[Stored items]
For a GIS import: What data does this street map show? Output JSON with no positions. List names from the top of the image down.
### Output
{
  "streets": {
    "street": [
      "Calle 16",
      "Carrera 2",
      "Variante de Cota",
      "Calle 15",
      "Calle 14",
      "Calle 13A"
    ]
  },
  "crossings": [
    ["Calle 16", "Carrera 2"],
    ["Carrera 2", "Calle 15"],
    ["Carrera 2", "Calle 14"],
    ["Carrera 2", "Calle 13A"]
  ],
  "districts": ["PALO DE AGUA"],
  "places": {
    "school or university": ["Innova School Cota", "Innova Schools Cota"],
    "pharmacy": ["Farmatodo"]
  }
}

What the task asks:
Line by line, output the records exactly as given.

Response box:
For a GIS import: What data does this street map show? Output JSON with no positions. List names from the top of the image down.
### Output
{
  "streets": {
    "street": [
      "Calle 16",
      "Carrera 2",
      "Variante de Cota",
      "Calle 15",
      "Calle 14",
      "Calle 13A"
    ]
  },
  "crossings": [
    ["Calle 16", "Carrera 2"],
    ["Carrera 2", "Calle 15"],
    ["Carrera 2", "Calle 14"],
    ["Carrera 2", "Calle 13A"]
  ],
  "districts": ["PALO DE AGUA"],
  "places": {
    "school or university": ["Innova School Cota", "Innova Schools Cota"],
    "pharmacy": ["Farmatodo"]
  }
}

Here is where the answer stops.